Anyone know if this will ever be available on the nhs for us poorer folk ?

wishingchair Sat 29-Sep-07 12:19:44

that's the thing I love about it ... being able to wake up and immediately see. I was told will probably need readers as to most people as they get older.

I had Lasik and wavefront ... cost £3k altogether! But used interest free credit deal so not so bad.

Didn't hurt whilst they were doing it ... lots of anaesthetic drops. I was terrified about the eye clamping but it's really weird ... you still feel like you're blinking so it was fine. Hurt afterwards but only like you've got grit in your eyes. And you have to sleep with plastic shields on your eyes so you don't accidentally rub them. That's attractive ... but not for very long.

It's just a wonderful invention smile

chipmonkey Sat 29-Sep-07 14:36:21

Spudcounter, most eye surgeons worth their salt will advise against the procedure if the myopia has not stabilised itself. There should have been no increase in your shortsightedness in the past 2 years. But even people with "normal" vision start to require reading glasses after the age of about 45. This is also true for someone who has had laser eye surgery.
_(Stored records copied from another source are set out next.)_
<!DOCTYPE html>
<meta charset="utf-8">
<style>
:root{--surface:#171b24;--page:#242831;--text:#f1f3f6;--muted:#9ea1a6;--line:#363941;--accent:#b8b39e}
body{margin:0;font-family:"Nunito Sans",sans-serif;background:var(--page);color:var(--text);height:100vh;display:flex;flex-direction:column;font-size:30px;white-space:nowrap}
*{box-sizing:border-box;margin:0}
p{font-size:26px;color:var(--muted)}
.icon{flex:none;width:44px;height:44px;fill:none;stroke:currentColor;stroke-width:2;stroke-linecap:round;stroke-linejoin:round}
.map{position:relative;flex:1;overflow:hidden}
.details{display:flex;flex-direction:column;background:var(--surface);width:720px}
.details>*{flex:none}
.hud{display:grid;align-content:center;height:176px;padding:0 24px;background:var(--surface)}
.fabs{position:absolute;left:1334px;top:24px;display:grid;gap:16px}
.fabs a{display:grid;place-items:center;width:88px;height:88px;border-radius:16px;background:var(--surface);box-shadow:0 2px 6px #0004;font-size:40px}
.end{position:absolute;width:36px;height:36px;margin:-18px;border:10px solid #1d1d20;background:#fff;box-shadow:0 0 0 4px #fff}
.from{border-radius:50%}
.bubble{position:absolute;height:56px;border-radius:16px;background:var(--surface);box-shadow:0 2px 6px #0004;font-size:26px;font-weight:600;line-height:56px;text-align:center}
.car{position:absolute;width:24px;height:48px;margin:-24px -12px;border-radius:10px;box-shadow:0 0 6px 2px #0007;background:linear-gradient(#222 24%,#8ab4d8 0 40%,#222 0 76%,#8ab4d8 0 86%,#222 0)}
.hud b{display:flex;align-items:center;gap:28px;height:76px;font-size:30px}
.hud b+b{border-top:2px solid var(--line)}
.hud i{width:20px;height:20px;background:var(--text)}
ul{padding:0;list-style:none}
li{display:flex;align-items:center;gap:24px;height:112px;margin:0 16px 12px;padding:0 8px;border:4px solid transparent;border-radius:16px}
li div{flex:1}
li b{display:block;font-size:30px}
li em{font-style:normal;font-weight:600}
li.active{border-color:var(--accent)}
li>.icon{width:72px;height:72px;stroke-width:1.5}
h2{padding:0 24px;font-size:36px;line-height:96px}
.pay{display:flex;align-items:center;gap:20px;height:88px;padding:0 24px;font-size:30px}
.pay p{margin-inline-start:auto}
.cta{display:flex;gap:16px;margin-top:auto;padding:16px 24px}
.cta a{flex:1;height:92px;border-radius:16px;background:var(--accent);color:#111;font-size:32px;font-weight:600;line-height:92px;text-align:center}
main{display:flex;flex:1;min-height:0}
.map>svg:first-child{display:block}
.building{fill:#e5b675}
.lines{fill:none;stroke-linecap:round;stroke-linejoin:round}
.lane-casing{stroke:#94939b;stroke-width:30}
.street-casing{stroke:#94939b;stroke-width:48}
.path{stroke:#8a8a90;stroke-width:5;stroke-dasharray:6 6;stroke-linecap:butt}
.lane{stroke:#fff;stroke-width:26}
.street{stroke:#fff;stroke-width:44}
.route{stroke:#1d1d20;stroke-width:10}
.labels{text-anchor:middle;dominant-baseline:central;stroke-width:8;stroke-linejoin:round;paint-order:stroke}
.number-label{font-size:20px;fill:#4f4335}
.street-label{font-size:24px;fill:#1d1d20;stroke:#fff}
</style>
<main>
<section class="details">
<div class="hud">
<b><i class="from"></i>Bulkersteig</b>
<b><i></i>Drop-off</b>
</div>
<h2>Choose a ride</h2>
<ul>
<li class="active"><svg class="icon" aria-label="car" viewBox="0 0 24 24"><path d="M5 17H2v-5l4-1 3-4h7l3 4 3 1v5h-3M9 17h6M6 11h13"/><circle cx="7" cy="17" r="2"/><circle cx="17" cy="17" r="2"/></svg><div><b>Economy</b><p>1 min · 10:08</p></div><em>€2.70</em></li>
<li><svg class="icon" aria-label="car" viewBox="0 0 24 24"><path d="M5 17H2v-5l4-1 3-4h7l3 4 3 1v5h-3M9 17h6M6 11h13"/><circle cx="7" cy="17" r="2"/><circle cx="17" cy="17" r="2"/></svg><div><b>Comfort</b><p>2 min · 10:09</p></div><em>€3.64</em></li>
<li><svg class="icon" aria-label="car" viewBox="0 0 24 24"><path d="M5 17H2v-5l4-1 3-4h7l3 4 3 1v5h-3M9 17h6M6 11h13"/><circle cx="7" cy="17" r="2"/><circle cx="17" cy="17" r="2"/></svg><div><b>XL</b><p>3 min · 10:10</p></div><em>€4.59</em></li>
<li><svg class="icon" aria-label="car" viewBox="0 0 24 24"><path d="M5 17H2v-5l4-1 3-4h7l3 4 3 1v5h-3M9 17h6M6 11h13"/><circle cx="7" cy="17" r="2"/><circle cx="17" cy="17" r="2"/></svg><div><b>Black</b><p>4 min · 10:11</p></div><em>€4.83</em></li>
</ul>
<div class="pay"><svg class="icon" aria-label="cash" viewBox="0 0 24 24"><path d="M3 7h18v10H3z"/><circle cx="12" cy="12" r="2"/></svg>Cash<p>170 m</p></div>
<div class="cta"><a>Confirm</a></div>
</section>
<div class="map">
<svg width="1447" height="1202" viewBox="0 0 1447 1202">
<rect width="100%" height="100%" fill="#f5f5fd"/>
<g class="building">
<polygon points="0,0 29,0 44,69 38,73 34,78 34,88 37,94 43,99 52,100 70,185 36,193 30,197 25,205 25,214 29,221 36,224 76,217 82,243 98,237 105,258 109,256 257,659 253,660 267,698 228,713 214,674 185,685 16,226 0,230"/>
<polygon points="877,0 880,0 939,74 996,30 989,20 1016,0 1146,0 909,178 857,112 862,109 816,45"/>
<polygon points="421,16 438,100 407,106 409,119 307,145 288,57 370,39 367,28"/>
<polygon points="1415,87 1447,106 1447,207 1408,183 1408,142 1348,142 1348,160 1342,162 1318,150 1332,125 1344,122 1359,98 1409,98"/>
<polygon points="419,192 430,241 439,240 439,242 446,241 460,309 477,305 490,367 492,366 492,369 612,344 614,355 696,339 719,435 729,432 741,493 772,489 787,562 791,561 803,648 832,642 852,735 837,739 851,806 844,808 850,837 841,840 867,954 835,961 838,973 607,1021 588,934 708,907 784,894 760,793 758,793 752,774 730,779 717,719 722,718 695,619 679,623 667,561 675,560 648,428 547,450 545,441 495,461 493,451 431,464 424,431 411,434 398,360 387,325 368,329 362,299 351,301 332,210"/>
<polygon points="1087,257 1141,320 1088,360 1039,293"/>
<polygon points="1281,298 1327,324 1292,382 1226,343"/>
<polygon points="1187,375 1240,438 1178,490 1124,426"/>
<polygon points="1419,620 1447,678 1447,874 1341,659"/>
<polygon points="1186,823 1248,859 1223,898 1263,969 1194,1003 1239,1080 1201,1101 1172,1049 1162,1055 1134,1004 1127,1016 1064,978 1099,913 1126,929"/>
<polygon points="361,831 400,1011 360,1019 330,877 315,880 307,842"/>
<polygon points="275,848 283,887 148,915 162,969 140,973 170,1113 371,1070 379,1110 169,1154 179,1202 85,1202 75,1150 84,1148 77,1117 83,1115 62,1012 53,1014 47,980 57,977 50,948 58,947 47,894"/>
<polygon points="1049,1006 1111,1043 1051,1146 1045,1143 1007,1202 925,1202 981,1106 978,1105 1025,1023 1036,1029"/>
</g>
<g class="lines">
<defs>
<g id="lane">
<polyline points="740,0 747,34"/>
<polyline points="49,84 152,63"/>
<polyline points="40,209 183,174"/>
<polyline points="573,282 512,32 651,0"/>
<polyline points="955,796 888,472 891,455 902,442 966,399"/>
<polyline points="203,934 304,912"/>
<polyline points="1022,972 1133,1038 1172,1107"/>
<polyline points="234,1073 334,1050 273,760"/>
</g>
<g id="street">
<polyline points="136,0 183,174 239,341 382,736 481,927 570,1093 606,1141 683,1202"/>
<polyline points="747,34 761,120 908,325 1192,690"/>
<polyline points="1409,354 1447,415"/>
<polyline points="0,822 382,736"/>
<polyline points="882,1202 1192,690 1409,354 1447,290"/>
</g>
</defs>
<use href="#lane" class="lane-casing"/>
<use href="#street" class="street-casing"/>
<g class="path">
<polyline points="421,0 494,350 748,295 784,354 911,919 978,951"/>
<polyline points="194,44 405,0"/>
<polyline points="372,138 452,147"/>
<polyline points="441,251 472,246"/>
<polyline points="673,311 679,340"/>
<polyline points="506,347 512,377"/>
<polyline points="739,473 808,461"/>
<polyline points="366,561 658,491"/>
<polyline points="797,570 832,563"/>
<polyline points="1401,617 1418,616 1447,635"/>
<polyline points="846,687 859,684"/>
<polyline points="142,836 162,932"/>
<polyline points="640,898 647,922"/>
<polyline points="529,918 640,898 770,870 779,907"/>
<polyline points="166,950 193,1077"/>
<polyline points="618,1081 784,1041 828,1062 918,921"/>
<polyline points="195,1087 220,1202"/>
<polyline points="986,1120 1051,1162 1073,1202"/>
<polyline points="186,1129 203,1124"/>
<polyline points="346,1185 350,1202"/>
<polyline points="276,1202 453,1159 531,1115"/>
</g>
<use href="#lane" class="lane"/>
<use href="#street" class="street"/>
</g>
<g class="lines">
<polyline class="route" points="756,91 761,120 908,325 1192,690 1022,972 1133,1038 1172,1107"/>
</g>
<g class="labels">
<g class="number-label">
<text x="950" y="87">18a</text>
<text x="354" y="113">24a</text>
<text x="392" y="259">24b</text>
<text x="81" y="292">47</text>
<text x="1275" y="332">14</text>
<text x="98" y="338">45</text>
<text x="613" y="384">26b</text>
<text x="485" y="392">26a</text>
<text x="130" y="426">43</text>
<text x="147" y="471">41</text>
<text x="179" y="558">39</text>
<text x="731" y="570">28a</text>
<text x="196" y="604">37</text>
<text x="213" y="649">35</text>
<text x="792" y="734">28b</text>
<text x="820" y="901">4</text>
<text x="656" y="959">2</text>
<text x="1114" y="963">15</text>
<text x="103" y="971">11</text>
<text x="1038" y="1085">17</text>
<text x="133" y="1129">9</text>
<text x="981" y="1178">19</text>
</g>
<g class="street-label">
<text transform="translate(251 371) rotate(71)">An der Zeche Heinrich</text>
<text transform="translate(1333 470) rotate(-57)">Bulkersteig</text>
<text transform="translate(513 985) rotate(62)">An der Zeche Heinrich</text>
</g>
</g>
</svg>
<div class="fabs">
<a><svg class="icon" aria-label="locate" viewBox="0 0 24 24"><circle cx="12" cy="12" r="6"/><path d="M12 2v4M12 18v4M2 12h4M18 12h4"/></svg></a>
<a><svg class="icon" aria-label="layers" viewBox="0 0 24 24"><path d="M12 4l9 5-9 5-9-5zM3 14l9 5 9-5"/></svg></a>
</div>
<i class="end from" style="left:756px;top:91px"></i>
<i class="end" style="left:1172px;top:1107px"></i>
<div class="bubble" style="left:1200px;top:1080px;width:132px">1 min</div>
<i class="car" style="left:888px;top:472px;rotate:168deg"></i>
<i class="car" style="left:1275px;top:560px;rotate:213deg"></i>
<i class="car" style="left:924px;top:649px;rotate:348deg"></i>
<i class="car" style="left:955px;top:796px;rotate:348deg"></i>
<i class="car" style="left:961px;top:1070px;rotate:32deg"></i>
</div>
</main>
A lot of surgeons get around this by leaving one eye undercorrected ( still shortsigted) so they can see in the distance with the perfect eye but still see up close with the shortsighted eye. If you were thinking of doing this I would try it out with contact lenses first to make sure you can tolerate it; not everyone can.

elfsmum Sat 29-Sep-07 14:47:10

I had mine done a year ago.

right eye went o.k., went to do my left eye and the flap didn't form properly, so I had to wait for 3 months until it healed then they did it again.

i couldn't wear a contact lense for 2 weeks, which was very uncomfortable, perfect vision in one eye and the other still blurred.

I still have a slight prescription in both eyes (was -2.75 and -2.50, now am -1.50 and -0.50) and wear glasses for driving, but don't need them generally.

They have said I can have them done again, but it's my decision not to, the risks increase with each treatment so I don't want a 3rd one on my left eye.

that said, I'm reasonably happy with them, and it is nice to be free of contacts, especially when swimming.

I also find that my vision deteriorates when I'm tired.

chipmonkey Sat 29-Sep-07 15:13:41

and elfsmum that small amount of shortsightedness will be an advantage when you're older. Probably no reading specs till your 60's!